* Prompt
The listing that follows must be retyped in full, exactly.

_ _ _ _ _ _ _

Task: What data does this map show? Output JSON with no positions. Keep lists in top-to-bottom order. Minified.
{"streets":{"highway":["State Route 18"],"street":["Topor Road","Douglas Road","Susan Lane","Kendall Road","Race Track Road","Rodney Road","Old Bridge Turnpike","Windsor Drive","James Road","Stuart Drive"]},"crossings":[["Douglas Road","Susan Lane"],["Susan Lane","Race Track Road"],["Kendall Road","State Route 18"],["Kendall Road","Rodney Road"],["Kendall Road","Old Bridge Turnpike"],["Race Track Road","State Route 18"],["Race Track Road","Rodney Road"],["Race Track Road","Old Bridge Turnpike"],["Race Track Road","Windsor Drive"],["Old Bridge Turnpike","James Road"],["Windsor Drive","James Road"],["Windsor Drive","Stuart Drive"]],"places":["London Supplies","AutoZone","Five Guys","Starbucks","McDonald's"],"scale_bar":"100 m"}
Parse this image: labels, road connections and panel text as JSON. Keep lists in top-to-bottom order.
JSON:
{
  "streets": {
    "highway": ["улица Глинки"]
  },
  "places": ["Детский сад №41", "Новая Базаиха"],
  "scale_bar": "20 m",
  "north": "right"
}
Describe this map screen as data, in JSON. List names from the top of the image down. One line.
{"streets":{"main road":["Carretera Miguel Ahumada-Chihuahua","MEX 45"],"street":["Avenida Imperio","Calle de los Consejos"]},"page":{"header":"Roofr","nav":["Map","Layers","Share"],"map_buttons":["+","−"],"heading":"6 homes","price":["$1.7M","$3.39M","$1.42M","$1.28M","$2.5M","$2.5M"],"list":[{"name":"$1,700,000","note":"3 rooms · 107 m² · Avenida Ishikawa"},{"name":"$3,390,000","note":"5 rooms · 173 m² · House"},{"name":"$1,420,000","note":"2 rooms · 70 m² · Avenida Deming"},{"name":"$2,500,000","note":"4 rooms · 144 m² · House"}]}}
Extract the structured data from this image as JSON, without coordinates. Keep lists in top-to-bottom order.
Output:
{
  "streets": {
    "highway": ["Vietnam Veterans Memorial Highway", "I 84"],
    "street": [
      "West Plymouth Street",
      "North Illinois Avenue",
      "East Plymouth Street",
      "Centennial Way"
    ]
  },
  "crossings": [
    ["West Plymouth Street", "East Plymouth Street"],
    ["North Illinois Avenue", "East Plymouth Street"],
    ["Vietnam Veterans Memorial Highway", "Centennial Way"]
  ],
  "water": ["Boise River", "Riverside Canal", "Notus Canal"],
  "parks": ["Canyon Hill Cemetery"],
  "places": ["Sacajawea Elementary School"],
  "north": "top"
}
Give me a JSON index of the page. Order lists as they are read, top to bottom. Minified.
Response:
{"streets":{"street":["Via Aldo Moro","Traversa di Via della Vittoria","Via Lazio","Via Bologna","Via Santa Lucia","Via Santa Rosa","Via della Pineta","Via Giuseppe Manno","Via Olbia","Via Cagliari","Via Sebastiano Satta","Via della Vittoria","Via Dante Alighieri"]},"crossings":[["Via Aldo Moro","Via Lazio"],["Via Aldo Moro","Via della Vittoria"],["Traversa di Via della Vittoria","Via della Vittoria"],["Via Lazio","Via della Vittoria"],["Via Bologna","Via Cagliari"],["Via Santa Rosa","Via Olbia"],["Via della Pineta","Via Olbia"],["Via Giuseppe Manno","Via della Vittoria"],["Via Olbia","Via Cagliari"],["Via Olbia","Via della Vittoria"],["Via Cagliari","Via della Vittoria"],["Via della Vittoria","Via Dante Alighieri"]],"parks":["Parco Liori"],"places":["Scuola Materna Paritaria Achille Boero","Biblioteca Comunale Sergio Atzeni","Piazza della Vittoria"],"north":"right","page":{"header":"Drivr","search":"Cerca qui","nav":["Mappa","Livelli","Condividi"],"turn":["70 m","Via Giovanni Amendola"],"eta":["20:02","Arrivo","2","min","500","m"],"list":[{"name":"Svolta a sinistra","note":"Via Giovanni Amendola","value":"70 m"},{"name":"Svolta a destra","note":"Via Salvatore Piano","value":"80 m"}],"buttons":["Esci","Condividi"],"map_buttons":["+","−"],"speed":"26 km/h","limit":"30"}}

_ _ _ _ _ _ _

* Problem solution
Task: What data does this map show? Output JSON with no positions. Keep lists in top-to-bottom order. Minified.
{"streets":{"highway":["State Route 18"],"street":["Topor Road","Douglas Road","Susan Lane","Kendall Road","Race Track Road","Rodney Road","Old Bridge Turnpike","Windsor Drive","James Road","Stuart Drive"]},"crossings":[["Douglas Road","Susan Lane"],["Susan Lane","Race Track Road"],["Kendall Road","State Route 18"],["Kendall Road","Rodney Road"],["Kendall Road","Old Bridge Turnpike"],["Race Track Road","State Route 18"],["Race Track Road","Rodney Road"],["Race Track Road","Old Bridge Turnpike"],["Race Track Road","Windsor Drive"],["Old Bridge Turnpike","James Road"],["Windsor Drive","James Road"],["Windsor Drive","Stuart Drive"]],"places":["London Supplies","AutoZone","Five Guys","Starbucks","McDonald's"],"scale_bar":"100 m"}
Parse this image: labels, road connections and panel text as JSON. Keep lists in top-to-bottom order.
JSON:
{
  "streets": {
    "highway": ["улица Глинки"]
  },
  "places": ["Детский сад №41", "Новая Базаиха"],
  "scale_bar": "20 m",
  "north": "right"
}
Describe this map screen as data, in JSON. List names from the top of the image down. One line.
{"streets":{"main road":["Carretera Miguel Ahumada-Chihuahua","MEX 45"],"street":["Avenida Imperio","Calle de los Consejos"]},"page":{"header":"Roofr","nav":["Map","Layers","Share"],"map_buttons":["+","−"],"heading":"6 homes","price":["$1.7M","$3.39M","$1.42M","$1.28M","$2.5M","$2.5M"],"list":[{"name":"$1,700,000","note":"3 rooms · 107 m² · Avenida Ishikawa"},{"name":"$3,390,000","note":"5 rooms · 173 m² · House"},{"name":"$1,420,000","note":"2 rooms · 70 m² · Avenida Deming"},{"name":"$2,500,000","note":"4 rooms · 144 m² · House"}]}}
Extract the structured data from this image as JSON, without coordinates. Keep lists in top-to-bottom order.
Output:
{
  "streets": {
    "highway": ["Vietnam Veterans Memorial Highway", "I 84"],
    "street": [
      "West Plymouth Street",
      "North Illinois Avenue",
      "East Plymouth Street",
      "Centennial Way"
    ]
  },
  "crossings": [
    ["West Plymouth Street", "East Plymouth Street"],
    ["North Illinois Avenue", "East Plymouth Street"],
    ["Vietnam Veterans Memorial Highway", "Centennial Way"]
  ],
  "water": ["Boise River", "Riverside Canal", "Notus Canal"],
  "parks": ["Canyon Hill Cemetery"],
  "places": ["Sacajawea Elementary School"],
  "north": "top"
}
Give me a JSON index of the page. Order lists as they are read, top to bottom. Minified.
Response:
{"streets":{"street":["Via Aldo Moro","Traversa di Via della Vittoria","Via Lazio","Via Bologna","Via Santa Lucia","Via Santa Rosa","Via della Pineta","Via Giuseppe Manno","Via Olbia","Via Cagliari","Via Sebastiano Satta","Via della Vittoria","Via Dante Alighieri"]},"crossings":[["Via Aldo Moro","Via Lazio"],["Via Aldo Moro","Via della Vittoria"],["Traversa di Via della Vittoria","Via della Vittoria"],["Via Lazio","Via della Vittoria"],["Via Bologna","Via Cagliari"],["Via Santa Rosa","Via Olbia"],["Via della Pineta","Via Olbia"],["Via Giuseppe Manno","Via della Vittoria"],["Via Olbia","Via Cagliari"],["Via Olbia","Via della Vittoria"],["Via Cagliari","Via della Vittoria"],["Via della Vittoria","Via Dante Alighieri"]],"parks":["Parco Liori"],"places":["Scuola Materna Paritaria Achille Boero","Biblioteca Comunale Sergio Atzeni","Piazza della Vittoria"],"north":"right","page":{"header":"Drivr","search":"Cerca qui","nav":["Mappa","Livelli","Condividi"],"turn":["70 m","Via Giovanni Amendola"],"eta":["20:02","Arrivo","2","min","500","m"],"list":[{"name":"Svolta a sinistra","note":"Via Giovanni Amendola","value":"70 m"},{"name":"Svolta a destra","note":"Via Salvatore Piano","value":"80 m"}],"buttons":["Esci","Condividi"],"map_buttons":["+","−"],"speed":"26 km/h","limit":"30"}}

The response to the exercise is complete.